In this session, we would like to take a deep dive on we build Native SQL engine for Spark by leveraging Arrow Gandiva and its compute kernels. We will introduce the general design of commonly used operators like aggregation, sorting and joining, and discuss how can we optimize these operators with SIMD based instructions. We will also introduce how to implement WholeStageCodeGen with Native libraries. Finally we will use micro-benchmarks and TPCH workloads to explain how vectorized execution can benefit these workloads.

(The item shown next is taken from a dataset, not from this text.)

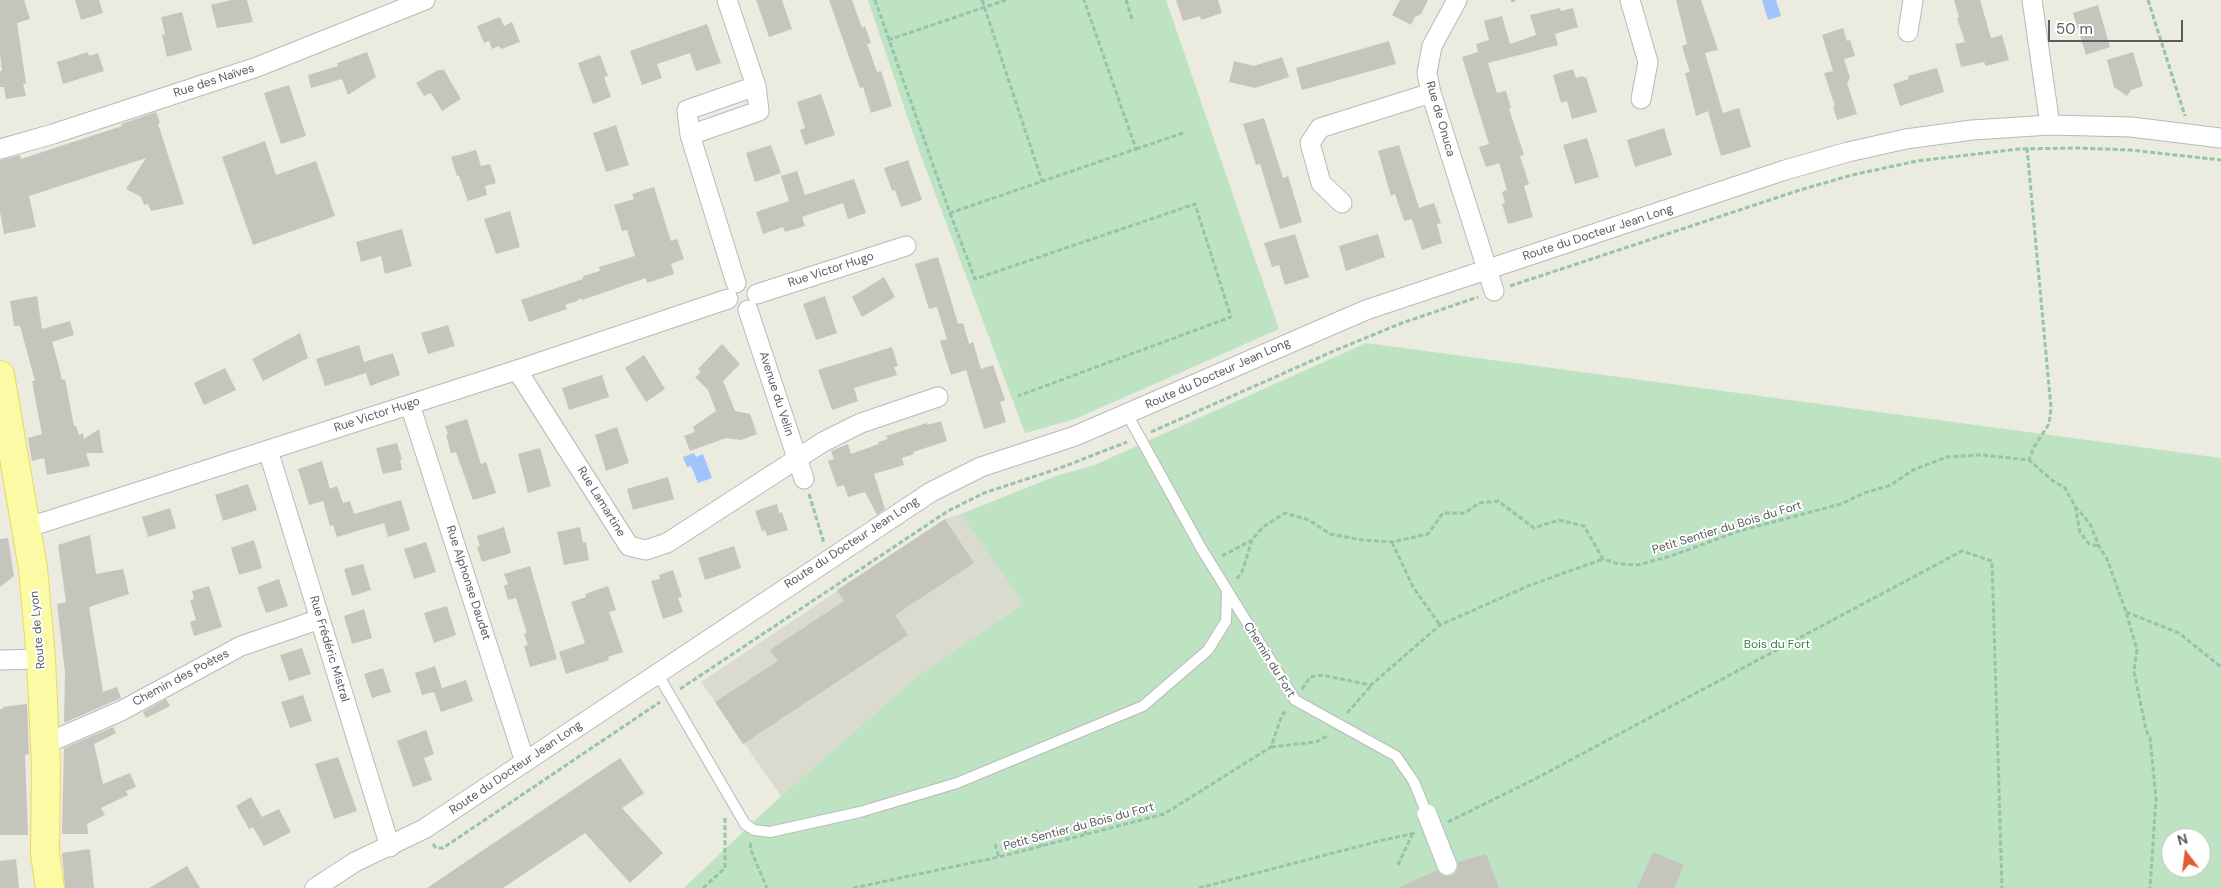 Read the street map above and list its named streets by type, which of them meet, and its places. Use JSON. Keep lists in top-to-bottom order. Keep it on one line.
{"streets":{"main road":["Route de Lyon"],"street":["Rue des Naïves","Rue de Onuca","Route du Docteur Jean Long","Rue Victor Hugo","Avenue du Velin","Rue Lamartine","Rue Alphonse Daudet","Rue Frédéric Mistral","Chemin du Fort","Chemin des Poètes"],"path":["Petit Sentier du Bois du Fort"]},"crossings":[["Rue de Onuca","Route du Docteur Jean Long"],["Route du Docteur Jean Long","Rue Alphonse Daudet"],["Route du Docteur Jean Long","Rue Frédéric Mistral"],["Route du Docteur Jean Long","Chemin du Fort"],["Rue Victor Hugo","Avenue du Velin"],["Rue Victor Hugo","Rue Lamartine"],["Rue Victor Hugo","Rue Alphonse Daudet"],["Rue Victor Hugo","Route de Lyon"],["Rue Victor Hugo","Rue Frédéric Mistral"],["Avenue du Velin","Rue Lamartine"],["Route de Lyon","Chemin des Poètes"],["Rue Frédéric Mistral","Chemin des Poètes"]],"parks":["Bois du Fort"],"scale_bar":"50 m","north":"top"}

Speakers: Yuan Zhou and Chendi Xue
June 24, 2020 05:00 PM PT
The increasing challenge to serve ever-growing data driven by AI and analytics workloads makes disaggregated storage and compute more attractive as it enables companies to scale their storage and compute capacity independently to match data & compute growth rate. Cloud based big data services is gaining momentum as it provides simplified management, elasticity, and pay-as-you-go model. However, Spark shuffle brings performance, scalability and reliability issues in the disaggregated architecture. Shuffle is an I/O intensive operation, which will lead to performance issues if using a typical cloud provisioned volume as shuffle media. Meanwhile, the shuffle operation of different tasks may interfere with each other thus limits Spark's scalability. Moreover, shuffle re-computation in case of compute node failure poses significant overhead for long running jobs. Disaggregating shuffle from compute node is becoming more and more important for cloud-native Spark application.

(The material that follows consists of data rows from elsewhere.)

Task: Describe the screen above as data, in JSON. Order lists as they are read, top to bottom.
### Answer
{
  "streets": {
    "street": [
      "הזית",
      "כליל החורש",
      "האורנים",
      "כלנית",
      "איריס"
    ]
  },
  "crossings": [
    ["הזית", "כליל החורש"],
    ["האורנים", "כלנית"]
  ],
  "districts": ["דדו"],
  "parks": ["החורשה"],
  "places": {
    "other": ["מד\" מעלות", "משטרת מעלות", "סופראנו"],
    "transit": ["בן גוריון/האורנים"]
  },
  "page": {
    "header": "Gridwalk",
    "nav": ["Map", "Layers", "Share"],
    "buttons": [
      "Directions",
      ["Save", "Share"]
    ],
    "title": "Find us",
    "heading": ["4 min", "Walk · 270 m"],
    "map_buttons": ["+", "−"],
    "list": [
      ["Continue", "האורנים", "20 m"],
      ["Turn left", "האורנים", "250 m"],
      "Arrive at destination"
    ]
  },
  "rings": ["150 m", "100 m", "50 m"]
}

In this session, we propose a new fully disaggregated shuffle solution that leverage state-of-art hardware technologies including persistent memory and RDMA. It includes: a new pluggable shuffle manager, a persistent memory based distributed storage system, a RDMA powered network library and an innovative approach to use persistent memory as both shuffle media as well as RDMA memory region to reduce additional memory copies and context switch. This new remote shuffle solution improved Spark scalability by disaggregating Spark shuffle from compute node to a high-performance distributed storage, improved spark shuffle performance with high speed persistent memory and low latency RDMA network, and improved reliability by providing shuffle data replication and fault-tolerant optimization. Experiment performance numbers will be also presented, which demonstrates up to 10x performance speedup over traditional shuffle solution and three orders of magnitude reduction in terms of shuffle read block time.